4

sometimes when you copy code from a document it gets line numbers and strange quotes. I've written a script to remove those initial numbers but it is very hard to find a way to remove those strange quotes ‘’“” so I've included my full code. It reads in a file and puts out a formatted file. But the compiler warns that these quotes are multi characters, which I guess means non standard ascii chars. It kinda works but it's not a great solution. Any help appreciated:

#include <iostream>
#include <fstream>
#include <string>

using namespace std;

string replaceChar(string str, char ch1, char ch2);

// Main
int main(int argc, char *argv[]) {

    string line;

    fstream stri, stro;
    // ifstream in
    stri.open(argv[1], ios::in);
    if(stri.fail()){
        cerr << "File failed to open for input" << endl;
        return 1;
    }

    // ofstream out
    stro.open("file_out.txt", ios::out);
    if(stro.fail()){
        cerr << "File failed to open for output" << endl;
        return 1;
    }

    // Read - Write
    //stri.get(c);
    getline(stri, line, '\n');
    while(!stri.eof()){
        // Remove numbers
        line.erase(0,3);

        //line.replace( line.begin(), line.end(), "‘", "\'" );
        //line.replace( line.begin(), line.end(), "’", "\'" );
        //line.replace( line.begin(), line.end(), "“", "\'" );
        //line.replace( line.begin(), line.end(), "”", "\'" );
        line = replaceChar(line, '‘','\'');
        line = replaceChar(line, '’','\'');
        line = replaceChar(line, '“','\"');
        line = replaceChar(line, '”','\"');

        stro << line << endl;
        getline(stri, line, '\n');
    }

    // Close files
    stri.close();
    stro.close();

    // Output
    cout << "File Edited Ok!";
    //cout << count -1 << " characters copied."<< endl; 
}

string replaceChar(string str, char ch1, char ch2) {
  for (int i = 0; i < str.length(); ++i) {
    if (str[i] == ch1)
      str[i] = ch2;
  }

  return str;
}
nif
  • 3,342
  • 20
  • 18
Conor Ryan
  • 159
  • 1
  • 2
  • 12
  • 1
    C++11 does have unicode support. Have a look at that. A starting point: http://stackoverflow.com/questions/6796157/unicode-encoding-for-string-literals-in-c11 – Johan Lundberg Jun 30 '13 at 10:53
  • I saw `while (!eof)` an stopped reading... – Kerrek SB Jun 30 '13 at 11:17
  • it's done right in this code, but it's a common error: eof is only set after you read behind eof in C++, so many people end up with one invalid data item.
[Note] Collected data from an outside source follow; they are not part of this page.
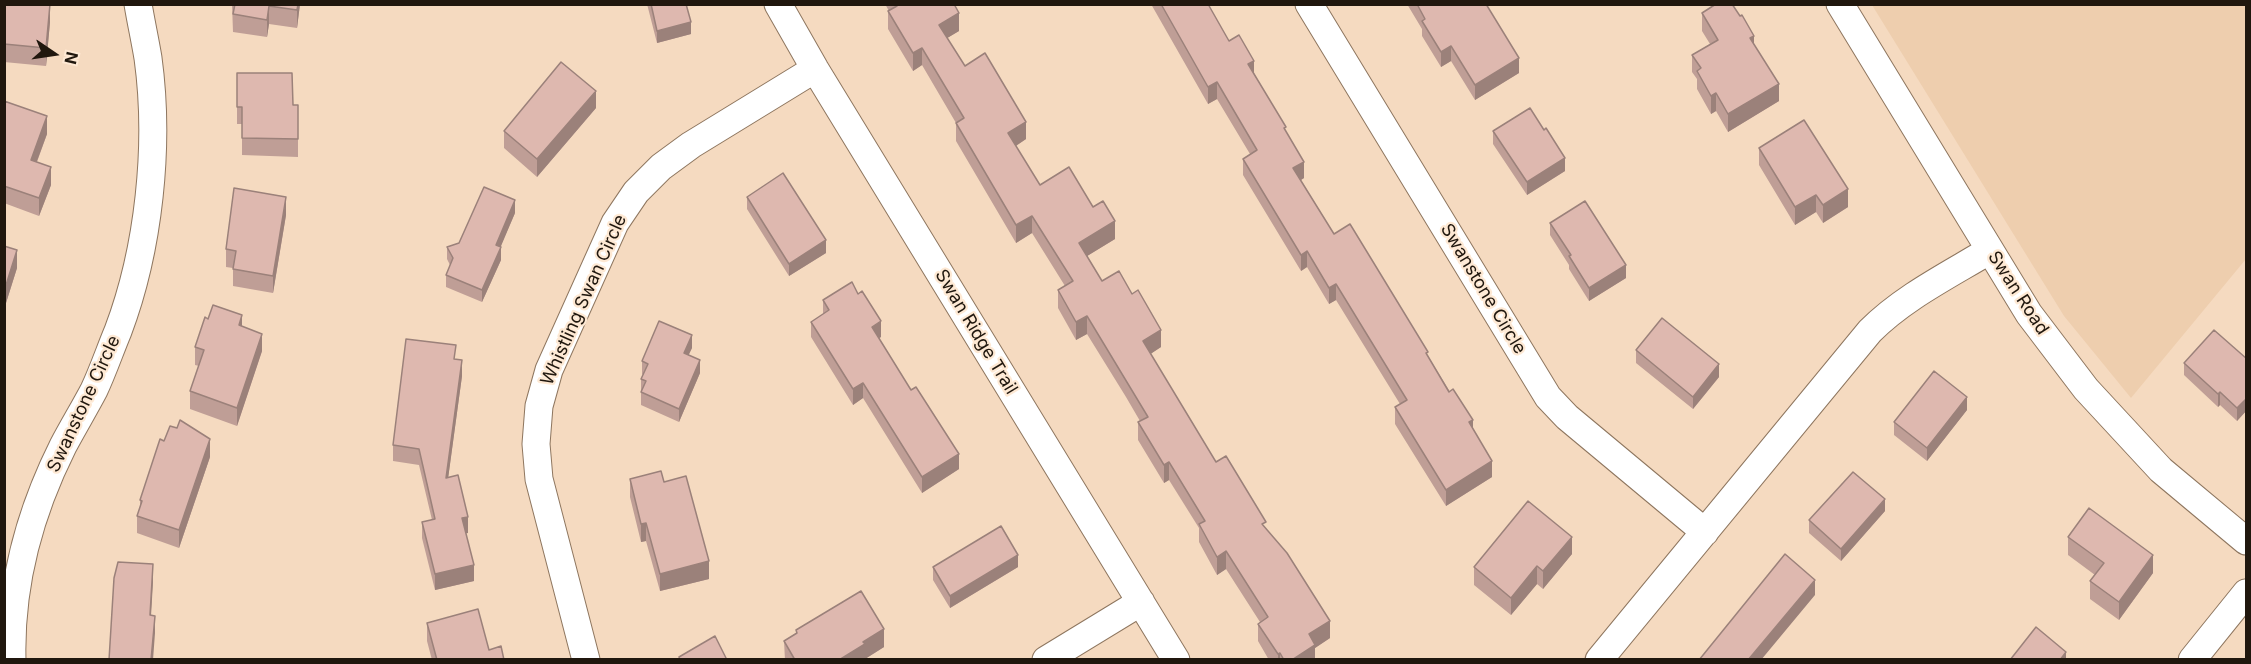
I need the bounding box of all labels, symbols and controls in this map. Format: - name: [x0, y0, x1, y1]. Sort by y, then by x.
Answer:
- north arrow: [24, 24, 84, 84]
- text: N: [60, 50, 83, 66]
- street label: Whistling Swan Circle: [537, 211, 631, 389]
- street label: Swanstone Circle: [1436, 220, 1530, 358]
- street label: Swan Road: [1983, 247, 2053, 339]
- street label: Swan Ridge Trail: [930, 266, 1022, 398]
- street label: Swanstone Circle: [43, 332, 125, 476]

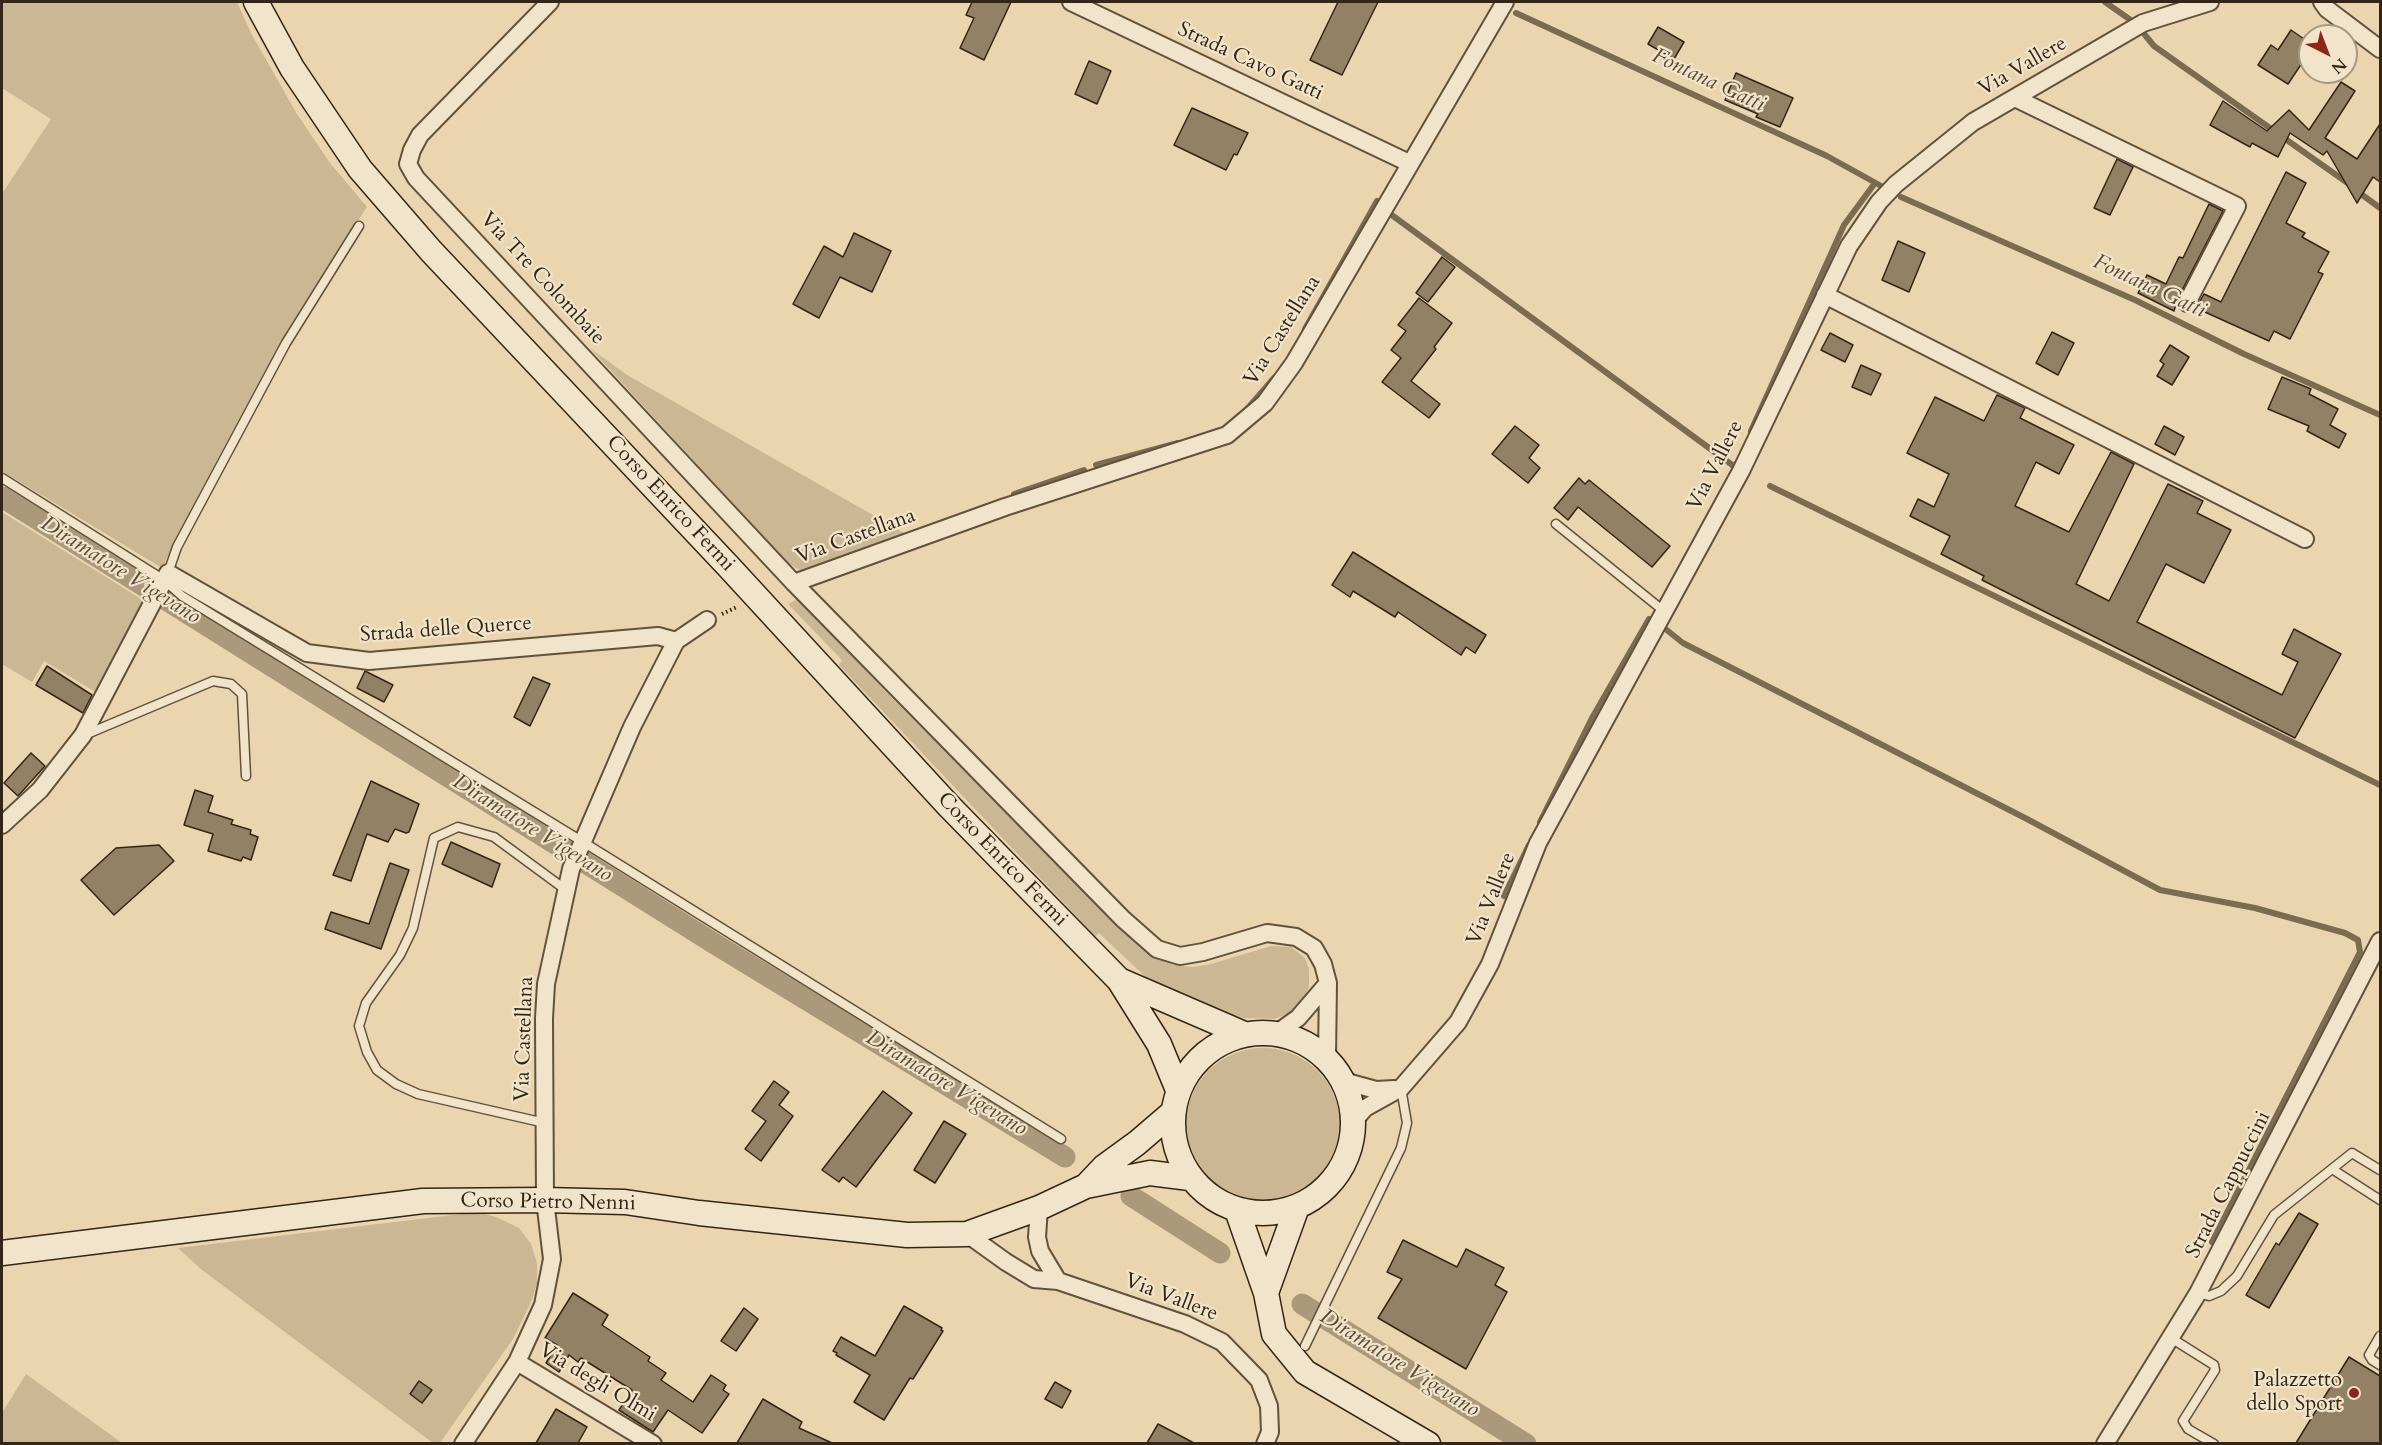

In your code, you could just use while(std::getline(stri, line)) and remove the two other getline calls. – bennofs Jun 30 '13 at 11:30
  • Yes, I will try while(std::getline(stri, line)) as it looks neater, thanks! But back to the actual problem, ha ha... – Conor Ryan Jun 30 '13 at 11:36
  • A char usually holds an 8-bit value. The warning is saying those characters are not in the 8-bit character set. Type char promotes to type int, so there is usually no loss of bits. But if you are doing string searches you need special code to handle non-ASCII characters. – brian beuning Jun 30 '13 at 12:40
  • I solved this problem in PHP but would be interested if anyone can solve it on C or C++ – Conor Ryan Jun 30 '13 at 12:58
  • Thanks Brian, I thought as much. As I said I rewrote this in PHP and solved it, but am intrigued to see a solution in C++. – Conor Ryan Jun 30 '13 at 13:01

2 Answers2

3

Ok, it ain't pretty, but it works. Anyone want to refine searching for one of those damned strange quote marks be my guest!

#include <iostream>
#include <fstream>
#include <string>

using namespace std;

// Function Declaration
bool replace(string& str, const string& from, const string& to);

bool checkMyLine(string line);

// Main
int main(int argc, char *argv[]) {

    // line to edit
    string line;

    fstream stri, stro;
    // ifstream in
    stri.open(argv[1], ios::in);
    if(stri.fail()){
        cerr << "File failed to open for input" << endl;
        return 1;
    }

    // ofstream out
    stro.open("file_out.txt", ios::out);
    if(stro.fail()){
        cerr << "File failed to open for output" << endl;
        return 1;
    }

    // Read - Write
    while(getline(stri, line, '\n')){

        // Remove numbers at start of each line followed by space, eg: "001: "
    int i;
    for(i = 0;i < line.length();i++)
    {
        if(line[i] == ' ') break;
    }
    line.erase(0,i+1);

        //Replace Odd Chars
        for(int i=0;i<line.length();i++)
        {
        replace(line, "\u2018","\u0027");   // replaces ‘
        replace(line, "\u2019","\u0027");   // replaces ’
        replace(line, "\u201C","\u0022");   // replaces “
        replace(line, "\u201D","\u0022");   // replaces ”
        }

        // Write to file
        stro << line << endl;
    }

    // Close files
    stri.close();
    stro.close();

    // Output Message
    cout << "File Edited Ok!";
}// End of Main
//
bool replace(string& str, const string& from, const string& to) 
{
    size_t start_pos = str.find(from);
    if(start_pos == string::npos)
        return false;
    str.replace(start_pos, from.length(), to);
    return true;
}
Conor Ryan
  • 159
  • 1
  • 2
  • 12
0

What kind of script did you write to remove the leading numbers? Do you have access to sed or tr? They exist for just this kind of problem.

sed -e 's/[‘’“”]//g'

No need to re-invent the wheel

LogicG8
  • 1,767
  • 16
  • 26